Four successive vicarages stood nearby between about 1327 and the 1830s.[2] A medieval barn, the outline of which is displayed, was extended to adjoin the earliest vicarage in 1536. When both burned down in 1553, the vicarage alone was rebuilt. It was replaced in the mid-17th century and again before 1764. The outline of the excavated ground-floor rooms of this last vicarage can be seen to the north of the church.

South Manor

At the front of a large rectangular enclosure, dominating the escarpment and the church, stood a manor house probably built by the Percy family, the village’s landlords, about 1166 and owned by them until about 1254.[3] A stone-built wing comprised a smart undercroft (the excavated outline of which is displayed), perhaps used as a meeting room, which supported an ornate and well-lit solar (a private sitting room) at ground level.[4]

North Manor

A second manorial compound is now thought to have been occupied by the Percys and their successors from about 1254 until about 1406.[5] Though the complex has been little excavated,[6] its form and development can be understood through the earthworks –  the hall range, a large barn and a circular dovecote are recognisable – and it seems to have been enlarged at some stage.[7]

The earthworks of the peasant houses on East Row lie alongside the track into the village
The earthworks (left) of the peasant houses on East Row lie alongside the track into the village

Peasant Houses and Agricultural Buildings

The earthworks of about 40 peasant houses, including several with visible doorways and separate rooms, are interspersed with numerous barns and other outbuildings.[8] The house plots (‘tofts’) and their adjacent strips of land (‘crofts’) are grouped in three planned rows, probably built in stages between about 1166 and the late 13th century.

West Row (north) and North Row were probably tenanted by villeins (peasants who were legally under the control of a lord), while East Row comprises smaller, less regular plots that may have been occupied by cottars, who held no land other than their tofts.

West Row (south) is less obviously planned and may have been occupied by sokemen (free peasants). It contains several larger longhouses, including an excavated 14th-century example (outline displayed), which had a ‘cruck’ timber frame and – unusually – glazed windows.[9]

Millpond

Excavation unearthed a sequence of watermills.[10]The earliest was probably built in the mid-10th century near the centre of the millpond dam, which was reconstructed after the archaeological investigations. The location of a second documented mill is uncertain. After the village was deserted, the pond was converted into a watering-hole for livestock and then a sheepwash.

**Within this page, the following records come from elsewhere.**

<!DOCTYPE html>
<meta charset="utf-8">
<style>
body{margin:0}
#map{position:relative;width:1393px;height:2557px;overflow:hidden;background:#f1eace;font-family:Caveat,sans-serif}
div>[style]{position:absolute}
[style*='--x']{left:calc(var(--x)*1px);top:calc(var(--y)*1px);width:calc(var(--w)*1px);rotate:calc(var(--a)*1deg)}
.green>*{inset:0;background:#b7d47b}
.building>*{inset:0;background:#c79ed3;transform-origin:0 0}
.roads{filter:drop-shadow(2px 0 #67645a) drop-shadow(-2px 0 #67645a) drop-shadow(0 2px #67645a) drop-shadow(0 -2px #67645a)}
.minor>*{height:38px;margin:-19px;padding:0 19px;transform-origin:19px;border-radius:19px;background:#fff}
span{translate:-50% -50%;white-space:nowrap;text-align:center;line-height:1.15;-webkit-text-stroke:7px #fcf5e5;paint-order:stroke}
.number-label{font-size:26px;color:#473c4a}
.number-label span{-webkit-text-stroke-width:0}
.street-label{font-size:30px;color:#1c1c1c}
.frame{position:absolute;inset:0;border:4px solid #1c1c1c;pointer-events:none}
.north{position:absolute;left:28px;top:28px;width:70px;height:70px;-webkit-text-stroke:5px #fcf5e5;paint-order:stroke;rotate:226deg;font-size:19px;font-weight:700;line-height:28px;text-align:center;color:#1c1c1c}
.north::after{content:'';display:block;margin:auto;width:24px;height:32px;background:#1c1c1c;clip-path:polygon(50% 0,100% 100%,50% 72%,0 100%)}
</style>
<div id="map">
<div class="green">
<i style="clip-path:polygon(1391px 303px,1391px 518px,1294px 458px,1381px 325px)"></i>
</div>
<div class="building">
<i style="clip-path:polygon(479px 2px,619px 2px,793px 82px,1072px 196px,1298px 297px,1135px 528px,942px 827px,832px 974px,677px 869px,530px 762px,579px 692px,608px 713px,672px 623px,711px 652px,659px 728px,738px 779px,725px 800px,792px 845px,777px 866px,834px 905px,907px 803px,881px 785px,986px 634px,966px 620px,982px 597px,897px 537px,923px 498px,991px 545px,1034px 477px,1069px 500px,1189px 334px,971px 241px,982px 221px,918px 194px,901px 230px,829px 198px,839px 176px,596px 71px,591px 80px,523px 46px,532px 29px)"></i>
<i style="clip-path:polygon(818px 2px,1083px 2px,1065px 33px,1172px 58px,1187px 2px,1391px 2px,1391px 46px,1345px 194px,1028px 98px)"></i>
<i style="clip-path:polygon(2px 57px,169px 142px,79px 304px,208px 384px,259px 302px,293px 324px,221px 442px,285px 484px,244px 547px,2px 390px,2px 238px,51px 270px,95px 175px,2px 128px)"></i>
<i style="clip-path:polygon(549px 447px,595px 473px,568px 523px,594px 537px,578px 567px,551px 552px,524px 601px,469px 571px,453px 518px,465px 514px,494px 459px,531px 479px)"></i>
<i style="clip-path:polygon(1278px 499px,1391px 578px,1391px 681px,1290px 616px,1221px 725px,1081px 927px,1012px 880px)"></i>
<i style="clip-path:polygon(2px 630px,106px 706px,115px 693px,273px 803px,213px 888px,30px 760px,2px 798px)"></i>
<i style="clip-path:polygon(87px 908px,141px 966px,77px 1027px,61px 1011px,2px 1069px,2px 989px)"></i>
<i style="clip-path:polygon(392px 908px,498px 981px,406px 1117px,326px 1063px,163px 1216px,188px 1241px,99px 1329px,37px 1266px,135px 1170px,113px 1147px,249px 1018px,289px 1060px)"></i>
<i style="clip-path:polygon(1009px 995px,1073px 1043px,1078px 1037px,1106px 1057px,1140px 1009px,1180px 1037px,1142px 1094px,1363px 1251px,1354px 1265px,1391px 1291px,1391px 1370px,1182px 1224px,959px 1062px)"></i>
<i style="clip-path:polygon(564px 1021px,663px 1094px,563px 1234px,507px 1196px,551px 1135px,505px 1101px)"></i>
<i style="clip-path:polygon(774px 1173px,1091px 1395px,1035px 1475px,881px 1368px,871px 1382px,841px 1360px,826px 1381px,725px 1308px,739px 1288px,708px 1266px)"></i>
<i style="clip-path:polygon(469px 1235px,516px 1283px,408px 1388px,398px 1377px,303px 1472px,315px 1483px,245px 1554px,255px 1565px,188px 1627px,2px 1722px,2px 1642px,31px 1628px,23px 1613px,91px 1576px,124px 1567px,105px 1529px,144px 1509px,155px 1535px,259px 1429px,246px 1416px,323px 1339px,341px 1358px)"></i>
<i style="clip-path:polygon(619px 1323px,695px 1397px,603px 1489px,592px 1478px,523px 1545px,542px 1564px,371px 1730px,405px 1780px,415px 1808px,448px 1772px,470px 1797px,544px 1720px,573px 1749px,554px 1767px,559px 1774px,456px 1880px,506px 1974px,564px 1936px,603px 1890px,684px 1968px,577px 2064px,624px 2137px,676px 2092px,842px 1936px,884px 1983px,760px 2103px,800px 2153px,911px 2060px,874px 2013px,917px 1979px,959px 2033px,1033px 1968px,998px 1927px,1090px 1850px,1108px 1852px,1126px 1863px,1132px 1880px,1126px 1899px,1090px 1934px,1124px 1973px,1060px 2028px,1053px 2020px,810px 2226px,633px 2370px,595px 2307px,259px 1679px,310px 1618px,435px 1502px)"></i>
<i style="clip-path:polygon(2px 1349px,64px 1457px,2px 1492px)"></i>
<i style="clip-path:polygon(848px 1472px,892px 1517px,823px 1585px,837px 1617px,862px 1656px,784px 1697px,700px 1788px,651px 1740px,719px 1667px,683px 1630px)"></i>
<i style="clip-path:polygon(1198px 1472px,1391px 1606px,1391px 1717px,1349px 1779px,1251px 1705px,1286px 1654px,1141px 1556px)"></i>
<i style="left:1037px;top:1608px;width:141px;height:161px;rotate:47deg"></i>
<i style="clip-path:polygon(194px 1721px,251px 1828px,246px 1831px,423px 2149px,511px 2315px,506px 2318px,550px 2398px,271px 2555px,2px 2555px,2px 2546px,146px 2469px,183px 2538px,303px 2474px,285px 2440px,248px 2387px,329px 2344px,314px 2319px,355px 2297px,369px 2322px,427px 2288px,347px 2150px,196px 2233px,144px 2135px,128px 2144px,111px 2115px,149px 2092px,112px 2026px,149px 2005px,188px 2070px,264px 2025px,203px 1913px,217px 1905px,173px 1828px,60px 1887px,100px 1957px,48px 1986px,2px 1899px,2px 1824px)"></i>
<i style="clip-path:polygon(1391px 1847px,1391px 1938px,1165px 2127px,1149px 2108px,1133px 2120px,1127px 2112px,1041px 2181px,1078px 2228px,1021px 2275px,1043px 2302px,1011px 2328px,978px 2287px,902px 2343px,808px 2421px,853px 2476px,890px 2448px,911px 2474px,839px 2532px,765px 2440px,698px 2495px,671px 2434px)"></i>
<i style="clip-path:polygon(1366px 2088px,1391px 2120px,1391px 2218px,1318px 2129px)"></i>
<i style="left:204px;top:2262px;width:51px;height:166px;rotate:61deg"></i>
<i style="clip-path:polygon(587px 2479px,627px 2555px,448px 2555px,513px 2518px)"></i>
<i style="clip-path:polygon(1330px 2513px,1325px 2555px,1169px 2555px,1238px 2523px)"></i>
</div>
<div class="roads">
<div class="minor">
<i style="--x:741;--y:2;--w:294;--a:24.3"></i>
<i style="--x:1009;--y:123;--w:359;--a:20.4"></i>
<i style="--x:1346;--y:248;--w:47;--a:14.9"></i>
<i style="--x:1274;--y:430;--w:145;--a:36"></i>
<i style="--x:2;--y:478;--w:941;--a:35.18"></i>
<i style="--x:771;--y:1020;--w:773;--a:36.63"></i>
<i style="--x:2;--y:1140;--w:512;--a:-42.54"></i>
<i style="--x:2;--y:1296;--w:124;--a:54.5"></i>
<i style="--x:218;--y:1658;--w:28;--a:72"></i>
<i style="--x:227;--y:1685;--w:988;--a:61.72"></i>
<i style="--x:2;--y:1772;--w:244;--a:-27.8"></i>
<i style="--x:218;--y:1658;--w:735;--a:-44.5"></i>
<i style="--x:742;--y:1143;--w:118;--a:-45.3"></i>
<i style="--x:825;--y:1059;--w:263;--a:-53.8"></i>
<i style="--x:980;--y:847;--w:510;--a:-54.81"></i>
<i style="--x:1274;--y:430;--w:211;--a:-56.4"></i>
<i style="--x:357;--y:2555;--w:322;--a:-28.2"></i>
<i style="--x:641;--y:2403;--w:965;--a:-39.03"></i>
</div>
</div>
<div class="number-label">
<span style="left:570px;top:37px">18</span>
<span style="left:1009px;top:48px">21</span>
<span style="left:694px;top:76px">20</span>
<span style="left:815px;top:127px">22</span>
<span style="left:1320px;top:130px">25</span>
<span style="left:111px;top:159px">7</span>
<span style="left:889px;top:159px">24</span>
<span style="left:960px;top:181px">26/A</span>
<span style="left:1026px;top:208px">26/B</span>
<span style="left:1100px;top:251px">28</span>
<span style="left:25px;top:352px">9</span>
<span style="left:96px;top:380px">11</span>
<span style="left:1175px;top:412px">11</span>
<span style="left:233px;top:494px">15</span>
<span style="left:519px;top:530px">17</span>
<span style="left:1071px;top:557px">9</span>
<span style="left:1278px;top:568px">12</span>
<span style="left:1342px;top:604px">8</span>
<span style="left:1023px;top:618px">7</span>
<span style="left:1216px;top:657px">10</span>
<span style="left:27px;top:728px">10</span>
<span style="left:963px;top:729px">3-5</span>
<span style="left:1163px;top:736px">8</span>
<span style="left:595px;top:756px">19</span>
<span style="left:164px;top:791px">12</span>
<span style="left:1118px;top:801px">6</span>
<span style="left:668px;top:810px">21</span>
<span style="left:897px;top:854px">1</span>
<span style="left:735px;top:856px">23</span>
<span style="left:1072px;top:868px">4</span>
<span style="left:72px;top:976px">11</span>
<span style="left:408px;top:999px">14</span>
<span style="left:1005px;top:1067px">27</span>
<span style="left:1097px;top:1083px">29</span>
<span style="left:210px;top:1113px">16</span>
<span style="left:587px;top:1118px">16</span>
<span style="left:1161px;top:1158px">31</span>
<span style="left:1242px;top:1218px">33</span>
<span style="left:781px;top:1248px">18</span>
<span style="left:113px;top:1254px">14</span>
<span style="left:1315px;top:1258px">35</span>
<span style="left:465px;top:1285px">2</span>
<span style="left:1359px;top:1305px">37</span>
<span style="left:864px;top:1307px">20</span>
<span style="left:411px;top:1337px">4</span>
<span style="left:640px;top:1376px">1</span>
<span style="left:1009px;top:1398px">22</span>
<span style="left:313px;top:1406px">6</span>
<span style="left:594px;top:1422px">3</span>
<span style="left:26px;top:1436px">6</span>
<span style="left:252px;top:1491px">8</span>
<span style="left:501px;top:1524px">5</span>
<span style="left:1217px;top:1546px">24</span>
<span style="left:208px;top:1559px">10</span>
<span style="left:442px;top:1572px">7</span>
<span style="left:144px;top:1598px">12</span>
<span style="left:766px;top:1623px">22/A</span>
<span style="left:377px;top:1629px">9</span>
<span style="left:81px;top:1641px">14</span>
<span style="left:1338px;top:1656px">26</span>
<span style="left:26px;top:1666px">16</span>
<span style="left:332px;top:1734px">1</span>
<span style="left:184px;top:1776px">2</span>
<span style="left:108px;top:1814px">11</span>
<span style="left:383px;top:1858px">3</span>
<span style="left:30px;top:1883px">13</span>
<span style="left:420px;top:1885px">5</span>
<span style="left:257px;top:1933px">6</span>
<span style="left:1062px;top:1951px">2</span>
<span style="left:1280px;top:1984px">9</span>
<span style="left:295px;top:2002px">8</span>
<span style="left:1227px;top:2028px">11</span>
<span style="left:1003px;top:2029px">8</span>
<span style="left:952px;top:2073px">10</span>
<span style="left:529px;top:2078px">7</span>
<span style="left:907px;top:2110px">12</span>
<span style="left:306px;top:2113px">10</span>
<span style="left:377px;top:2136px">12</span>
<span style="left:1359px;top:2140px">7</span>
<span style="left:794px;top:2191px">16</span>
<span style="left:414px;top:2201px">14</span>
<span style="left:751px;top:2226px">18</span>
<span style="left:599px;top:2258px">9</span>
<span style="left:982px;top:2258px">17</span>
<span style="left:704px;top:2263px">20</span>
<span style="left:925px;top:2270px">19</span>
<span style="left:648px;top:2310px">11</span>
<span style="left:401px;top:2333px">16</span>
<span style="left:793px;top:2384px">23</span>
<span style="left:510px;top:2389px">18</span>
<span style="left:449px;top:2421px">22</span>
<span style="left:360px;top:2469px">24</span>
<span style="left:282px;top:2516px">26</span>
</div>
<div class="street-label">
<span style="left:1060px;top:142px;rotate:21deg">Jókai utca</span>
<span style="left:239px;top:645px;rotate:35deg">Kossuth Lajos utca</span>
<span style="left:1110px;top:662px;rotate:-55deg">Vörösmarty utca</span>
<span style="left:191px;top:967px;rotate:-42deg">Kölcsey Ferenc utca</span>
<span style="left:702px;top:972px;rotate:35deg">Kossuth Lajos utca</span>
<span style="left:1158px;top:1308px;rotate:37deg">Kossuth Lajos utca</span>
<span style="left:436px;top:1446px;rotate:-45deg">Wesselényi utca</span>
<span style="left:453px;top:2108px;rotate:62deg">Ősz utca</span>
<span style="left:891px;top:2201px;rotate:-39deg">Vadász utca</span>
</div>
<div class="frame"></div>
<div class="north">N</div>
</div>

The post-medieval farmyard and Wharram Percy Cottages set in attractive countryside
The post-medieval farmyard and Wharram Percy Cottages, which were built for agricultural labourers in the 19th century

Post-medieval Farms and Wharram Percy Cottages

The brick-faced stone farmhouse of 1807, the foundations of which are displayed, overlies the site of a narrower timber-framed farmhouse built before 1674.[11] The adjacent farmyard (also excavated and displayed) comprises a byre, stables, cart-stores and threshing floor. The single-storey southern range of the yard is recognisable within the two-storey labourers’ cottages of 1851.

Footnotes

1. JC Thorn, ‘The structural history of the church’, in Wharram III: Wharram Percy: The Church of St Martin, ed R Bell et al (London, 1987), 98–140; for a reappraisal of Thorn’s dating, see D Stocker and P Everson, ‘A new understanding of the church fabric’, in Wharram XIII: A History of Wharram and its Neighbours, ed S Wrathmell (York, 2012), 240–62.
2. C Harding, E Marlow-Mann and S Wrathmell (eds), Wharram XII: The Post-medieval Farm and Vicarage Sites (York, 2010).
3. P Everson and D Stocker, ‘Who at Wharram?’, in Wharram XIII, 262–77.
4. P Stamper and R Croft (eds), Wharram VIII: The South Manor Area (York, 2000).
5. Everson and Stocker, op cit.
6. PA Rahtz and L Watts (eds), Wharram IX: The North Manor Area and North-west Enclosure (York, 2004), 3–4.
7. The interpretation of the earthworks originally proposed by John Hurst and Jean Le Patourel has been reassessed by A Oswald, ‘A new earthwork survey of Wharram Percy’, in Wharram XIII, 26–31.
8. Oswald, op cit.
9. D Andrews and G Milne (eds), Wharram I: Domestic Settlement I: Areas 10 and 6 (London, 1979); S Wrathmell (ed), Wharram VI: Domestic Settlement 2: Medieval Peasant Farmsteads (York, 1989).
10. C Treen and M Atkin (eds), Wharram X: Water Resources and Their Management (York, 2005).
11. For results of the excavations and interpretation of the evidence see Wharram XII.